[[ Excerpted data open ]]

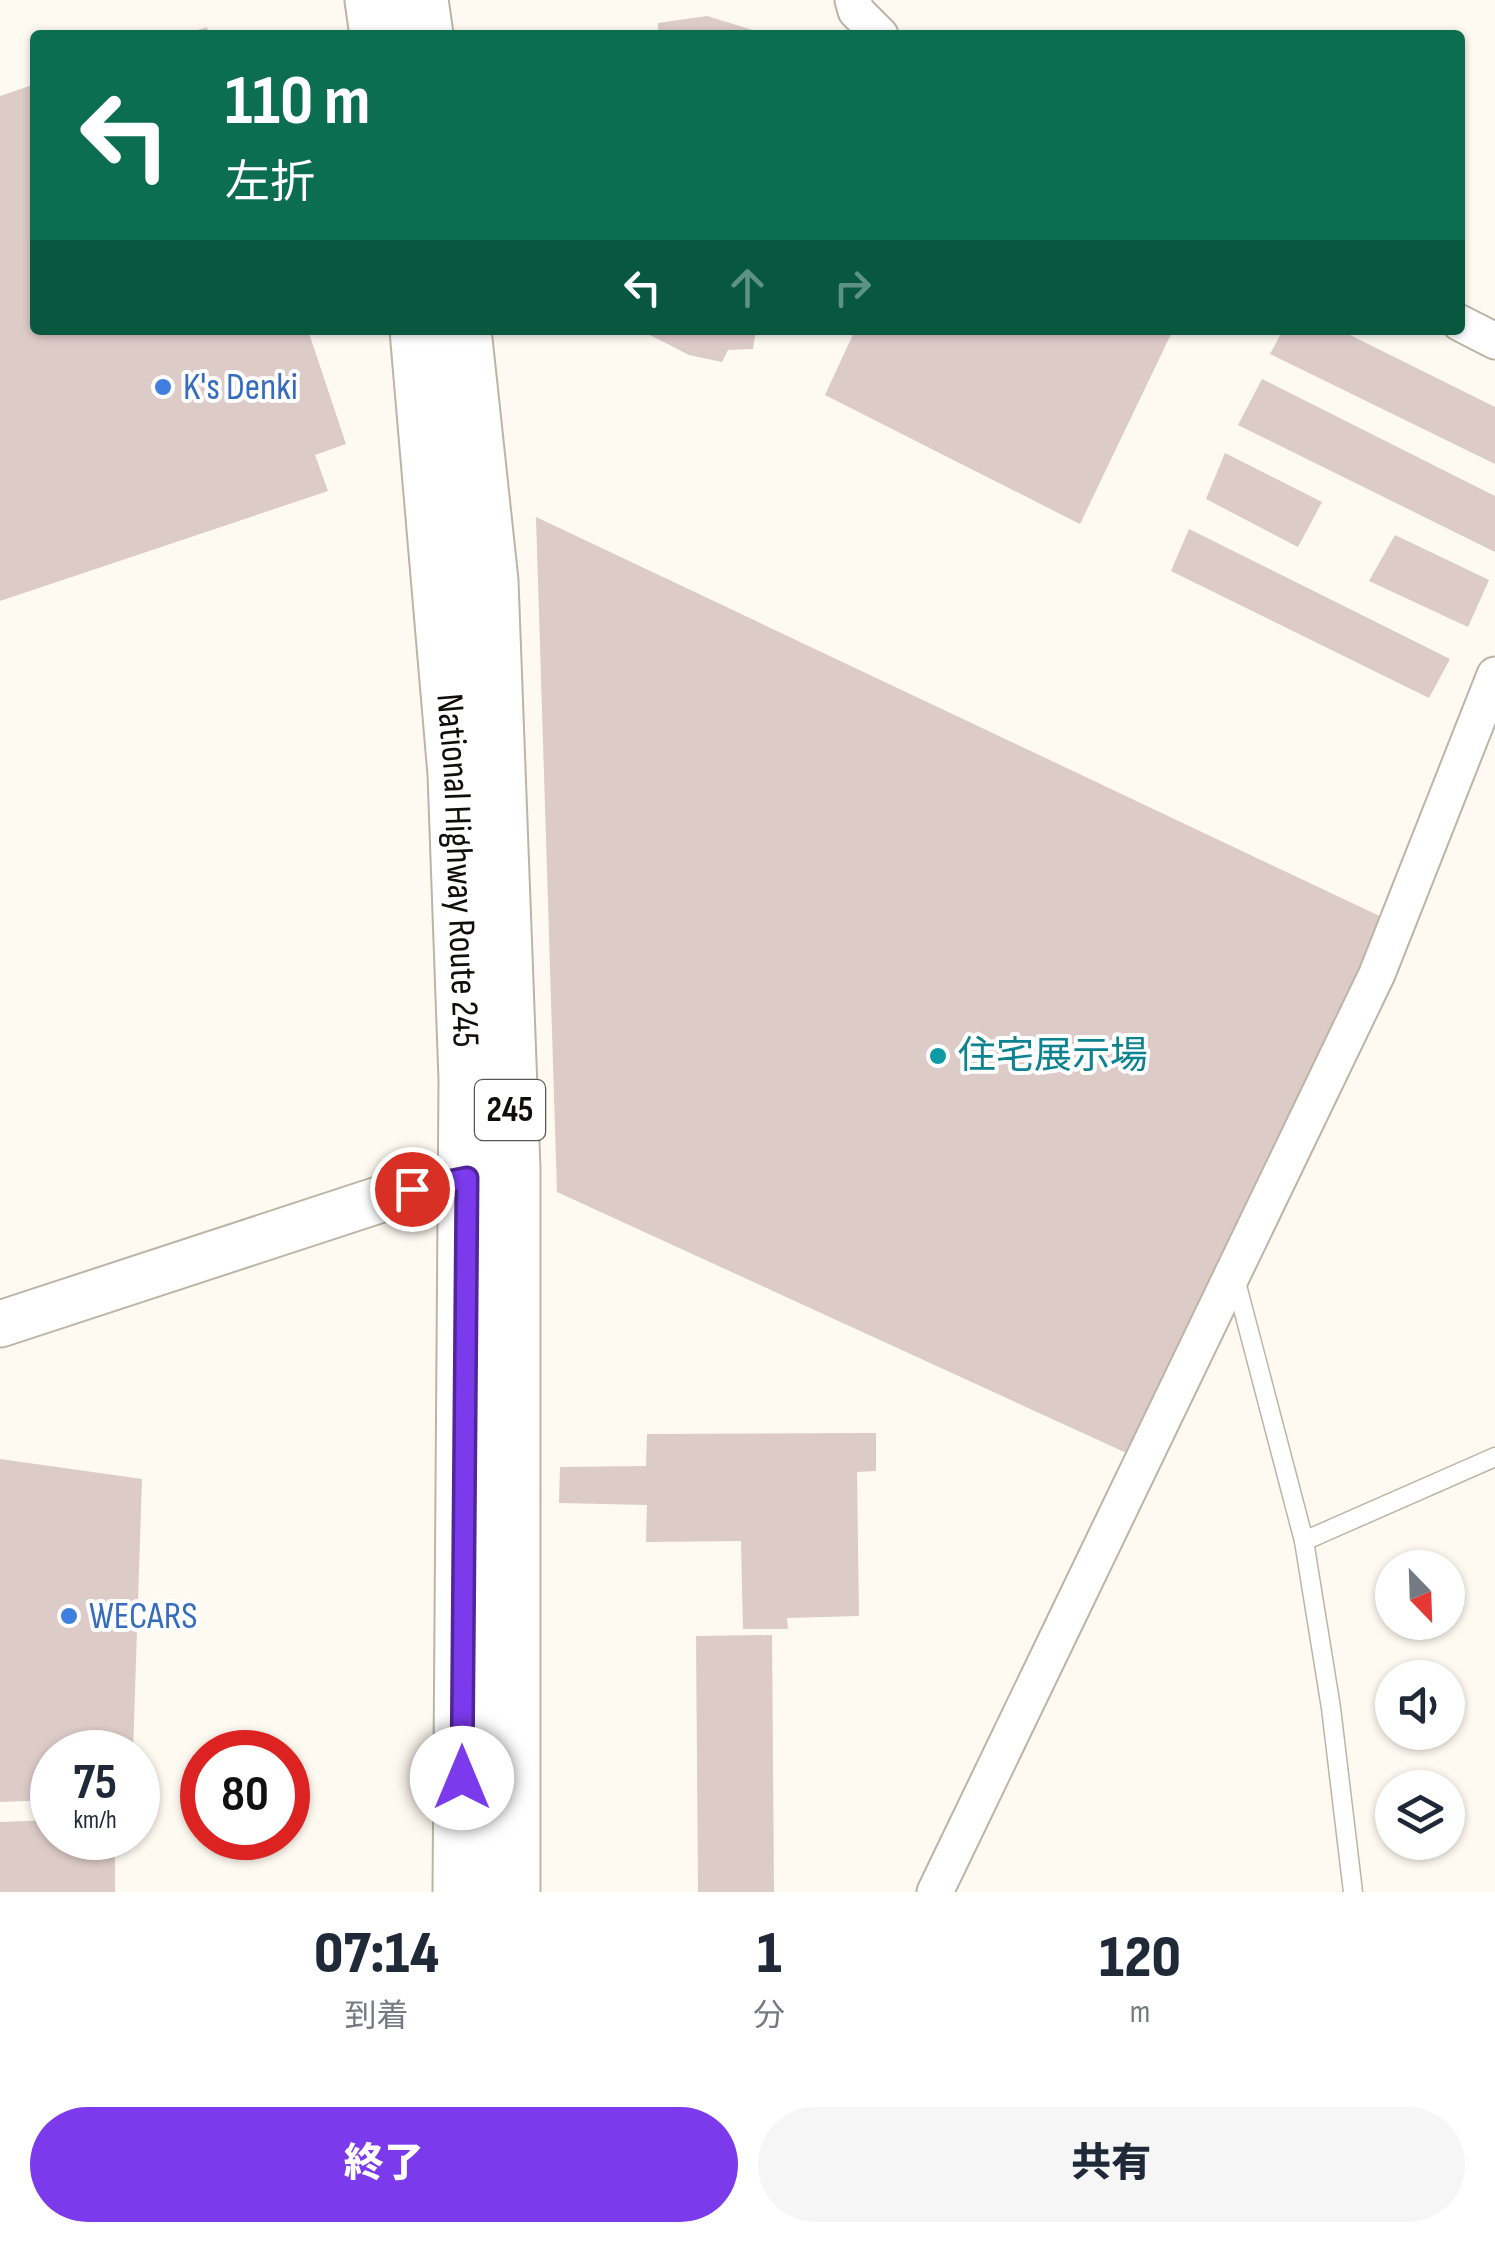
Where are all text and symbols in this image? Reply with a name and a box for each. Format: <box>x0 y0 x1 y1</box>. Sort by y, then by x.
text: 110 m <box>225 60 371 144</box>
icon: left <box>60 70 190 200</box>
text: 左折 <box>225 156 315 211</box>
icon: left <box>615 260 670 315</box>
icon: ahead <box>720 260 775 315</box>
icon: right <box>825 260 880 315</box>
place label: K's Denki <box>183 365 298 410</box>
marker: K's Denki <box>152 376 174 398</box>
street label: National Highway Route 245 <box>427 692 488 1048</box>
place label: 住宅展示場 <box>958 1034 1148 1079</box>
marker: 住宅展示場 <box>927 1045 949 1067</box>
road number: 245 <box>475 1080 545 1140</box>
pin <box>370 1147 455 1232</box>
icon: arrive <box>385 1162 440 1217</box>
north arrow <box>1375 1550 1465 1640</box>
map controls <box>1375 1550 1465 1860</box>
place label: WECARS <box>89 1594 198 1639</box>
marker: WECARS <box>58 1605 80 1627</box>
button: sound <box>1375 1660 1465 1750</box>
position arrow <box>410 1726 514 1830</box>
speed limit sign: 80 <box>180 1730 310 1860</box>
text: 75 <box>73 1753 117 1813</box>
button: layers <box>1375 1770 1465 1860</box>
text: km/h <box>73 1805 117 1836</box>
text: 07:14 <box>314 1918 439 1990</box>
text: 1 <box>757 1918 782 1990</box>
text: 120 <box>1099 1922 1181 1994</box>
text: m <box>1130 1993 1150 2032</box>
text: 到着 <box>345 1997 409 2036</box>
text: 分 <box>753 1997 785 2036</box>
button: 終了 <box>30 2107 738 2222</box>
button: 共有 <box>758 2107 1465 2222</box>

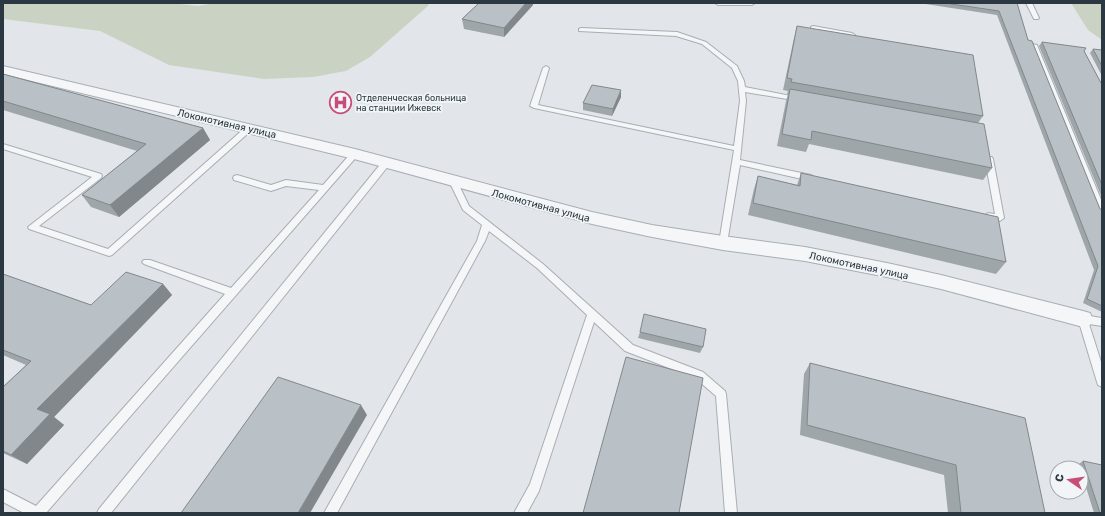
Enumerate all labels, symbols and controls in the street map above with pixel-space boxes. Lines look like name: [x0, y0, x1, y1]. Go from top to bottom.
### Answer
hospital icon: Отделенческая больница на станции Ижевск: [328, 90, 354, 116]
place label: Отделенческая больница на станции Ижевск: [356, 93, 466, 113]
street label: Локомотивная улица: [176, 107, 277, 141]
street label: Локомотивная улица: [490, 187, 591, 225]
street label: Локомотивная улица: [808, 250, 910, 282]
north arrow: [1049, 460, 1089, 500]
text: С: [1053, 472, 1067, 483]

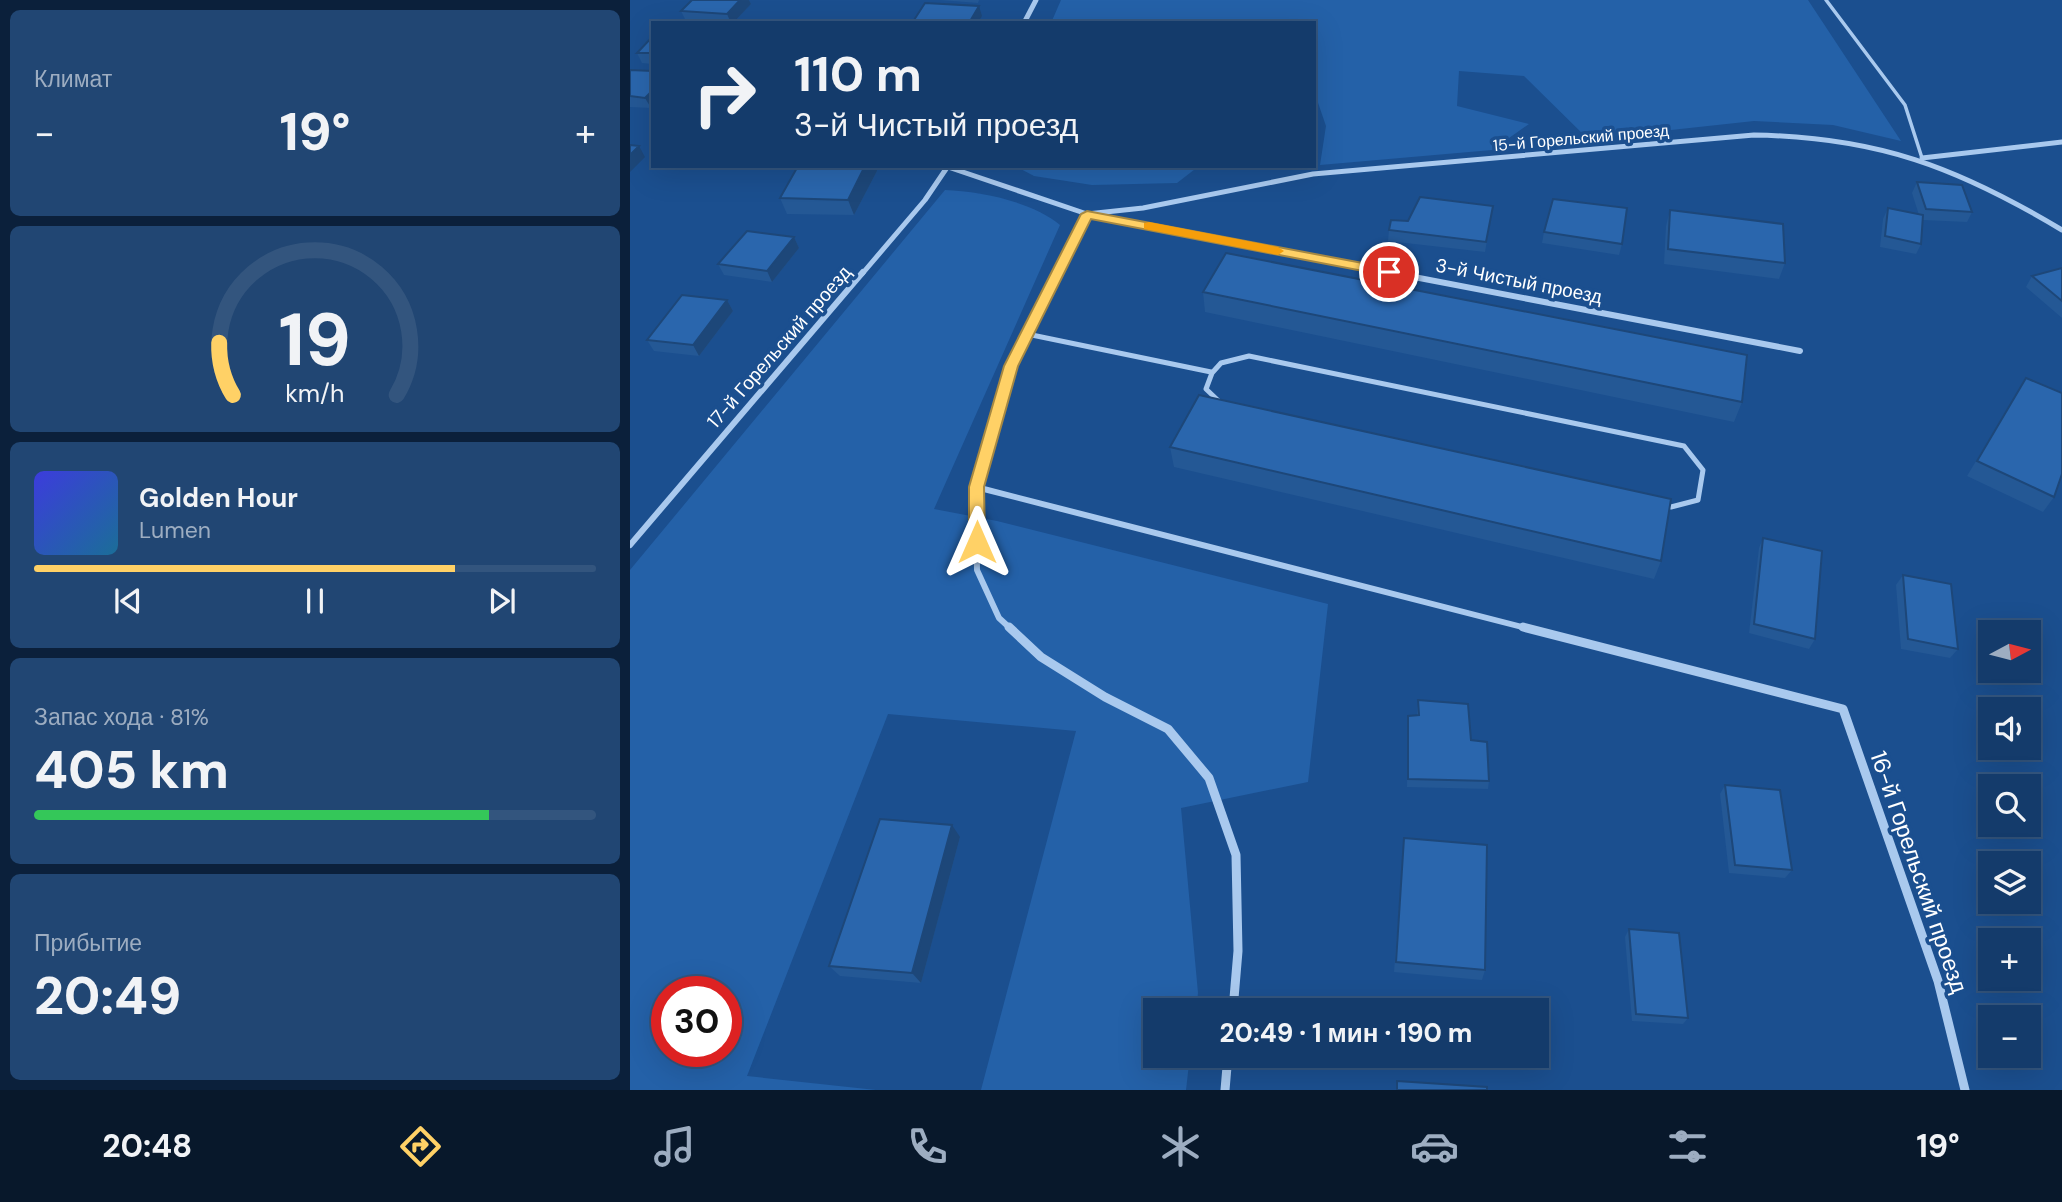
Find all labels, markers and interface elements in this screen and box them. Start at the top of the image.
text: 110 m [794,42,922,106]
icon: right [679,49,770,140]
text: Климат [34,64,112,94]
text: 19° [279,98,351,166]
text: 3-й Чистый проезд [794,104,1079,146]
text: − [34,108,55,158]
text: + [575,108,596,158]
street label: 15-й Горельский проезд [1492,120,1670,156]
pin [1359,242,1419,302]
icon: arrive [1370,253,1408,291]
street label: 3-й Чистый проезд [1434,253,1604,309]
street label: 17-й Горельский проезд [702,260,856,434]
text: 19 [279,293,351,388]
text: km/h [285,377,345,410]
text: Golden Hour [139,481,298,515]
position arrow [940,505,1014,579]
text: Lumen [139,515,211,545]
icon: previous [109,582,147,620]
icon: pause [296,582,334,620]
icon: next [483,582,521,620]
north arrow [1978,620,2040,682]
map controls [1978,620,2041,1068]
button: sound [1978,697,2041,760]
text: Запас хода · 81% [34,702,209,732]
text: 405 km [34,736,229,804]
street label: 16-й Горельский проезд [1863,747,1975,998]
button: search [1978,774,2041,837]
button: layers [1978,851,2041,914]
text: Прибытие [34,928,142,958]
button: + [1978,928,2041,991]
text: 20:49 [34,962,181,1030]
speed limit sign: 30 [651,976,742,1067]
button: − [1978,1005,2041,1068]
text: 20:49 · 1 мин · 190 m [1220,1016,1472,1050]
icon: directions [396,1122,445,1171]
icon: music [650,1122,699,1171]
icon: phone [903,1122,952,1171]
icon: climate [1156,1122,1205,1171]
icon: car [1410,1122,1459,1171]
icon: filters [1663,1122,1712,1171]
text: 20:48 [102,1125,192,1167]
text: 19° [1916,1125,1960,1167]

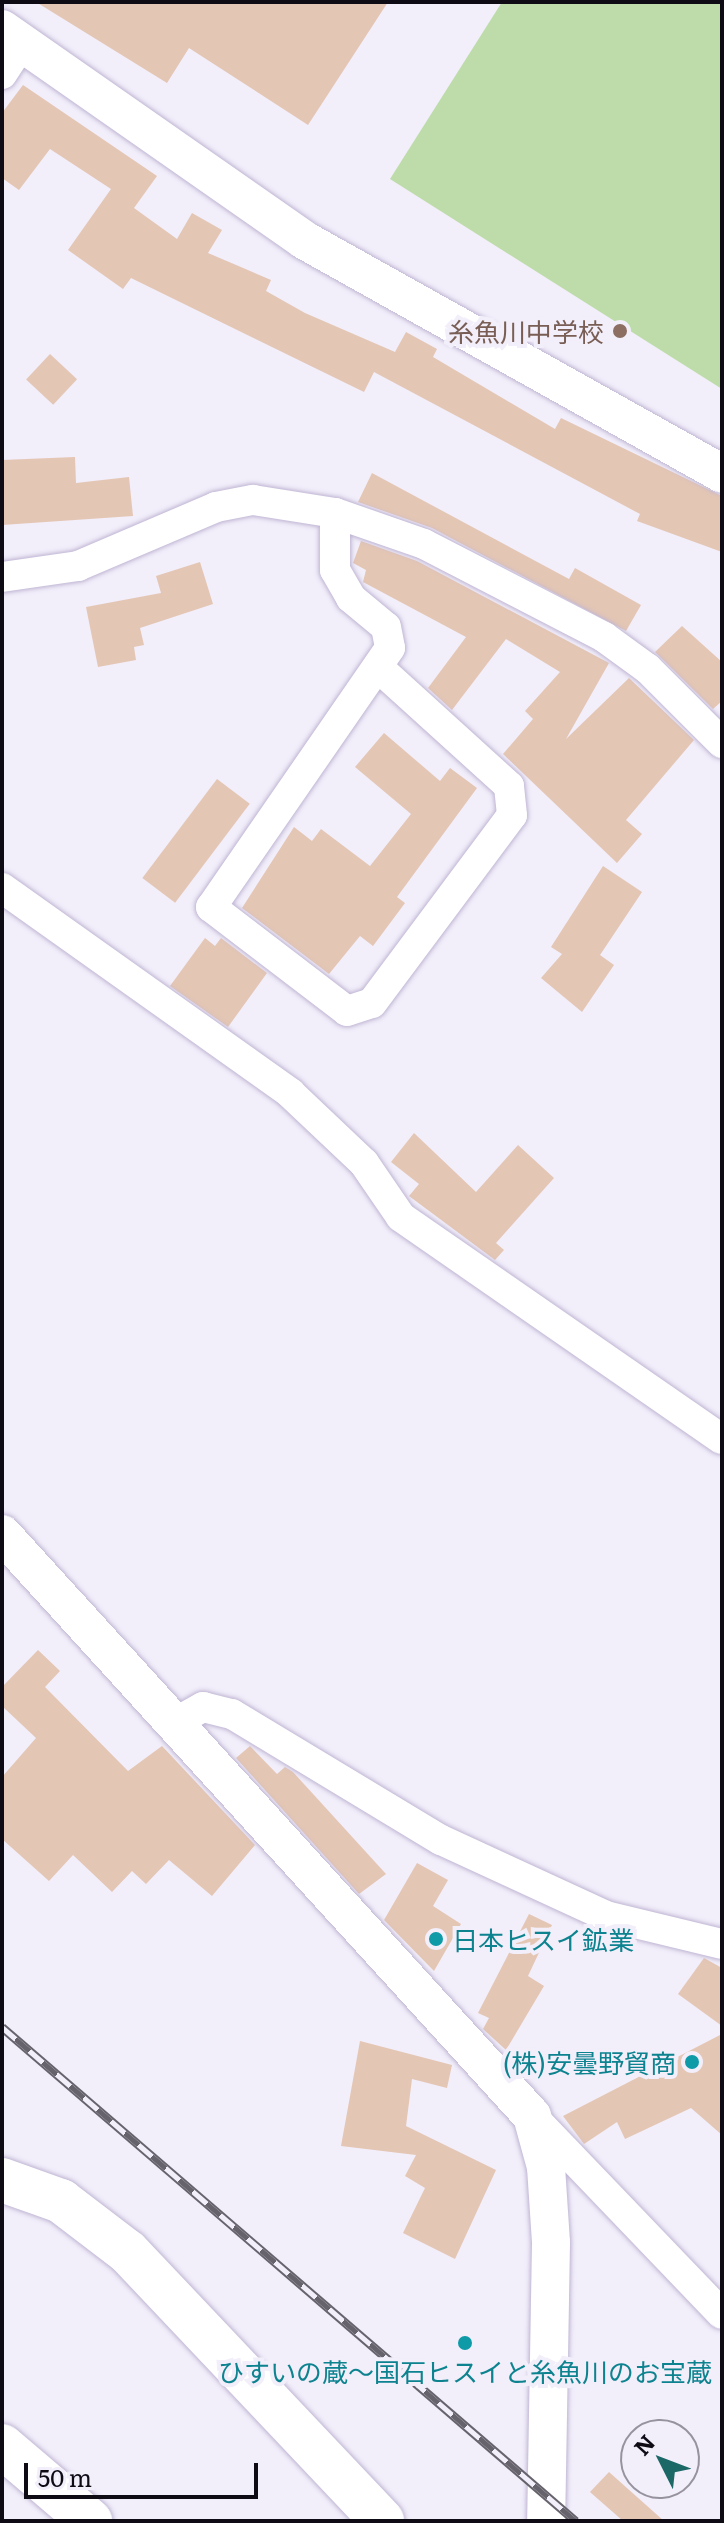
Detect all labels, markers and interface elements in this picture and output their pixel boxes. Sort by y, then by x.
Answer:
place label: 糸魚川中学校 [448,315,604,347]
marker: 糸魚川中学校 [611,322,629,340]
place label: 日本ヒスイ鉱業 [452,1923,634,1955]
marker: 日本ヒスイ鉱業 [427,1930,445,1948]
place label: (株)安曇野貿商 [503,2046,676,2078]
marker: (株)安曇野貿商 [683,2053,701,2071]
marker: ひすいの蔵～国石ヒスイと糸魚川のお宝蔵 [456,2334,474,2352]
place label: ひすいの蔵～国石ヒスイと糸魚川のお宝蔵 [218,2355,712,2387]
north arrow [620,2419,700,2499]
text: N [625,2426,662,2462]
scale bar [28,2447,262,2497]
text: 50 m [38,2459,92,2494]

[[ Excerpted data closed ]]

§ **Task to complete**
Where does the word "speed" appear in the listing above? Copy every line that holds it.

§ **Result for this task**
speed limit sign: 80 <box>180 1730 310 1860</box>
speed limit sign: 30 [651,976,742,1067]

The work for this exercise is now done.